Custom Cross-validation Scenarios

Scenario 1: Comparing Preprocessing Strategies

Use cv_generic() to compare different preprocessing pipelines:

# Define two preprocessing strategies
prep1 <- center()                       # Center only
prep2 <- colscale(center(), type = "z") # Center and scale (z-score)
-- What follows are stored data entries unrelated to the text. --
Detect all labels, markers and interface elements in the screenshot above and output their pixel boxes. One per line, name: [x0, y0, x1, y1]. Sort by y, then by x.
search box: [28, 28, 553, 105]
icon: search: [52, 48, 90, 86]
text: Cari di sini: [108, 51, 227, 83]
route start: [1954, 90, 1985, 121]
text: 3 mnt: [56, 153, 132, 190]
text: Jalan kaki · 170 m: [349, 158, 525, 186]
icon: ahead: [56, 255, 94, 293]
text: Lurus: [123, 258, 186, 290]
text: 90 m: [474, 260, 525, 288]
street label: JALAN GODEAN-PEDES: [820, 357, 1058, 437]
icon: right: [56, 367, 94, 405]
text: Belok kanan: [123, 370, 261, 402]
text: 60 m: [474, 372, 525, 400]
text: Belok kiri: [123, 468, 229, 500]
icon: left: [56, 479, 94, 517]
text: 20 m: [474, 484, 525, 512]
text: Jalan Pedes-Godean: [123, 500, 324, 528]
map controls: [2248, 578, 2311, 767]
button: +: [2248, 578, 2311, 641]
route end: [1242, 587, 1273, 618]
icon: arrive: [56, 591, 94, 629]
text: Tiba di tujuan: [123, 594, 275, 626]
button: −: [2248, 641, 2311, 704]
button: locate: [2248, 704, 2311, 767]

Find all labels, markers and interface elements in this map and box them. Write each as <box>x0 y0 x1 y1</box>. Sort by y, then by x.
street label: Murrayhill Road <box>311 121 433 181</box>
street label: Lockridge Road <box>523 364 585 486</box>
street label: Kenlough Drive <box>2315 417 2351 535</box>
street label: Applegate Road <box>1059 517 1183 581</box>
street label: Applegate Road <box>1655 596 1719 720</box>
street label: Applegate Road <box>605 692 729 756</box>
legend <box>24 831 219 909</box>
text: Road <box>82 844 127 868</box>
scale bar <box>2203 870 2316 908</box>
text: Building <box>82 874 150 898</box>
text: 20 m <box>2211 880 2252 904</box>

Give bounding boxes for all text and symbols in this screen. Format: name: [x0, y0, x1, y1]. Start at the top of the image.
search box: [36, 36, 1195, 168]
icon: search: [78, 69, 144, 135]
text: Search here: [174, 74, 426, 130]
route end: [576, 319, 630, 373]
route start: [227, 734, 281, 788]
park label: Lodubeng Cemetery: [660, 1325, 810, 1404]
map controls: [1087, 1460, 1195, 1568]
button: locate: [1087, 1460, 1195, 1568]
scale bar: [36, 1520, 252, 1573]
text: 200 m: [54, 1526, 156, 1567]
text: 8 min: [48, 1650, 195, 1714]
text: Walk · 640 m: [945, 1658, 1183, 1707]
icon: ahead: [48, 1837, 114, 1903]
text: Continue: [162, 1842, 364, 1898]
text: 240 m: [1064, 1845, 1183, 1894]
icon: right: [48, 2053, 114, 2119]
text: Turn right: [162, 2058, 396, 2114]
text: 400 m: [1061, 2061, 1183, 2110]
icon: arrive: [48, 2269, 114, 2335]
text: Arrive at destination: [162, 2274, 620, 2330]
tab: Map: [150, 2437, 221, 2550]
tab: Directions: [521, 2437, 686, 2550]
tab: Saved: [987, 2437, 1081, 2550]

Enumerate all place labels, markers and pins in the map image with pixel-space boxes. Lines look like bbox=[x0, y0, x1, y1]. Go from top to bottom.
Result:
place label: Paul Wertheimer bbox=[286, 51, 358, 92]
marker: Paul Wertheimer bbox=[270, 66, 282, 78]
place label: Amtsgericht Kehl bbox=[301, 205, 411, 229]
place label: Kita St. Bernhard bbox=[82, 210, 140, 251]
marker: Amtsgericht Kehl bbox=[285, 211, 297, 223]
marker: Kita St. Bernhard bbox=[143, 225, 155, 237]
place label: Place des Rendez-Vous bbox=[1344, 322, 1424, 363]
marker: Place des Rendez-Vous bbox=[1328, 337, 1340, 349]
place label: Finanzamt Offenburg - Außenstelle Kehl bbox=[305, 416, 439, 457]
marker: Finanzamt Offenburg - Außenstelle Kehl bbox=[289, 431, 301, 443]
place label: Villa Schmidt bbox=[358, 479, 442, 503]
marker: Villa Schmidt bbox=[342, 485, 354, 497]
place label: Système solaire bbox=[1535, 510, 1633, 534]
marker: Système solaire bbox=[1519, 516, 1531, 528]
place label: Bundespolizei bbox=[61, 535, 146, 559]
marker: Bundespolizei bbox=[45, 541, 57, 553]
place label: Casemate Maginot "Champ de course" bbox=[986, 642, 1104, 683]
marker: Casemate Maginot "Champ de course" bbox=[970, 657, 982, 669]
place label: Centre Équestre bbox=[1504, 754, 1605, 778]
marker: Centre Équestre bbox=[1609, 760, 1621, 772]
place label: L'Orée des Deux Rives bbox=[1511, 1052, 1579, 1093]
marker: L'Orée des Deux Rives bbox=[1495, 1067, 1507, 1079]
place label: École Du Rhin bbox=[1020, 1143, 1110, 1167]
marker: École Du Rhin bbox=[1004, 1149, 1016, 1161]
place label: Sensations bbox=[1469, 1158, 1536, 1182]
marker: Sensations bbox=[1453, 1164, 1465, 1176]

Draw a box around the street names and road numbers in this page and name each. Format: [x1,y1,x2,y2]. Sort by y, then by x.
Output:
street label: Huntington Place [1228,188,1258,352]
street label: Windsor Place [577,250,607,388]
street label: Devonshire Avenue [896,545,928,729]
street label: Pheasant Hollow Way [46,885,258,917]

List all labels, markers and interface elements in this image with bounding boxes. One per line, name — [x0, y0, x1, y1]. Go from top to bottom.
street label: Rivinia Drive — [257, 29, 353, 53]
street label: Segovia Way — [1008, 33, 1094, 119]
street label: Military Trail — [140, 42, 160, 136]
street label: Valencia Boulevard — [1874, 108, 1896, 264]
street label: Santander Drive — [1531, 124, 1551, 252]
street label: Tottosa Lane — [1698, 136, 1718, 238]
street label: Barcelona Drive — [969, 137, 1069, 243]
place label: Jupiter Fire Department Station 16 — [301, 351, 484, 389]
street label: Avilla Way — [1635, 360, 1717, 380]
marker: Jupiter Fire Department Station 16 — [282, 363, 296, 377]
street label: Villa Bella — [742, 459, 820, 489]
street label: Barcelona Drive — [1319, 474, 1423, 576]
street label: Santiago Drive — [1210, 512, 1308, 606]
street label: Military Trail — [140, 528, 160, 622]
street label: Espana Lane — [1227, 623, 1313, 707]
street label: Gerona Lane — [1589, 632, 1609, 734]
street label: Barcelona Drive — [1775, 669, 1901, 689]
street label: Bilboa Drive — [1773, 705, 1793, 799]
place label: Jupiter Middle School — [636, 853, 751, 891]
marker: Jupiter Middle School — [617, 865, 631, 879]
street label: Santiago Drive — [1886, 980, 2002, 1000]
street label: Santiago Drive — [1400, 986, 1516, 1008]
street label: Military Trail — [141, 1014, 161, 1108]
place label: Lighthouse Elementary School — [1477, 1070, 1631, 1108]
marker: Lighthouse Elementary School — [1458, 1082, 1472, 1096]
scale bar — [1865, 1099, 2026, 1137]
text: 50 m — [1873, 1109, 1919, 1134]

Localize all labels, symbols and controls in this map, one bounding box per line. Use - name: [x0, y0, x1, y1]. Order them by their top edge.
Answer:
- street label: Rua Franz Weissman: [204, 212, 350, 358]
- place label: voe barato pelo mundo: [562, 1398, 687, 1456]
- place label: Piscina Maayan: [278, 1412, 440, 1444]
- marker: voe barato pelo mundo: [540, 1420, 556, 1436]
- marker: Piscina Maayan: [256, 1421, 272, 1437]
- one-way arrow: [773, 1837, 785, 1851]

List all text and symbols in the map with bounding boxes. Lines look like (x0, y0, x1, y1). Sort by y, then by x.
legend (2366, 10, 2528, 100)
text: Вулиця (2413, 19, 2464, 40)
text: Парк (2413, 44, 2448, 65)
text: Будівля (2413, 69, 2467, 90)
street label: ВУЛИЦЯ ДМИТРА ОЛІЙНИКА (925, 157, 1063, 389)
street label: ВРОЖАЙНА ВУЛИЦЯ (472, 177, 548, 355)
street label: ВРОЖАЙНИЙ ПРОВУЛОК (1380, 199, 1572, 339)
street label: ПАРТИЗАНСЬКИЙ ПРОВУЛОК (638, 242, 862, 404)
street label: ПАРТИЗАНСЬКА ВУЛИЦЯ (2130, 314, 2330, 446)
# Fit function that uses PCA with preprocessing
fit_with_prep <- function(train_data, ncomp, preproc) {
  # PCA will handle preprocessing internally
  pca(train_data, ncomp = ncomp, preproc = preproc)
}

# Measure function that handles preprocessing
measure_with_prep <- function(model, test_data) {
  # Project and reconstruct - PCA handles preprocessing automatically
  scores <- project(model, test_data)
  recon <- reconstruct(model, scores = scores)

  # Calculate metrics
  measure_reconstruction_error(test_data, recon,
                               metrics = c("rmse", "r2"))
}

# Compare both strategies
cv_prep1 <- cv_generic(
  X, folds,
  .fit_fun = fit_with_prep,
  .measure_fun = measure_with_prep,
  fit_args = list(ncomp = 3, preproc = prep1)
)
#> Warning in value[[3L]](cond): Measuring failed for fold 1: all(dim(Xtrue) ==
#> dim(Xrec)) is not TRUE
#> Warning in value[[3L]](cond): Measuring failed for fold 2: all(dim(Xtrue) ==
#> dim(Xrec)) is not TRUE
#> Warning in value[[3L]](cond): Measuring failed for fold 3: all(dim(Xtrue) ==
#> dim(Xrec)) is not TRUE
#> Warning in value[[3L]](cond): Measuring failed for fold 4: all(dim(Xtrue) ==
#> dim(Xrec)) is not TRUE
#> Warning in value[[3L]](cond): Measuring failed for fold 5: all(dim(Xtrue) ==
#> dim(Xrec)) is not TRUE

cv_prep2 <- cv_generic(
  X, folds,
  .fit_fun = fit_with_prep,
  .measure_fun = measure_with_prep,
  fit_args = list(ncomp = 3, preproc = prep2)
)
#> Warning in value[[3L]](cond): Measuring failed for fold 1: all(dim(Xtrue) ==
#> dim(Xrec)) is not TRUE
#> Warning in value[[3L]](cond): Measuring failed for fold 2: all(dim(Xtrue) ==
#> dim(Xrec)) is not TRUE
#> Warning in value[[3L]](cond): Measuring failed for fold 3: all(dim(Xtrue) ==
#> dim(Xrec)) is not TRUE
#> Warning in value[[3L]](cond): Measuring failed for fold 4: all(dim(Xtrue) ==
#> dim(Xrec)) is not TRUE
#> Warning in value[[3L]](cond): Measuring failed for fold 5: all(dim(Xtrue) ==
#> dim(Xrec)) is not TRUE

# Compare results - extract metrics from the tibble
metrics1 <- dplyr::bind_rows(cv_prep1$metrics)
metrics2 <- dplyr::bind_rows(cv_prep2$metrics)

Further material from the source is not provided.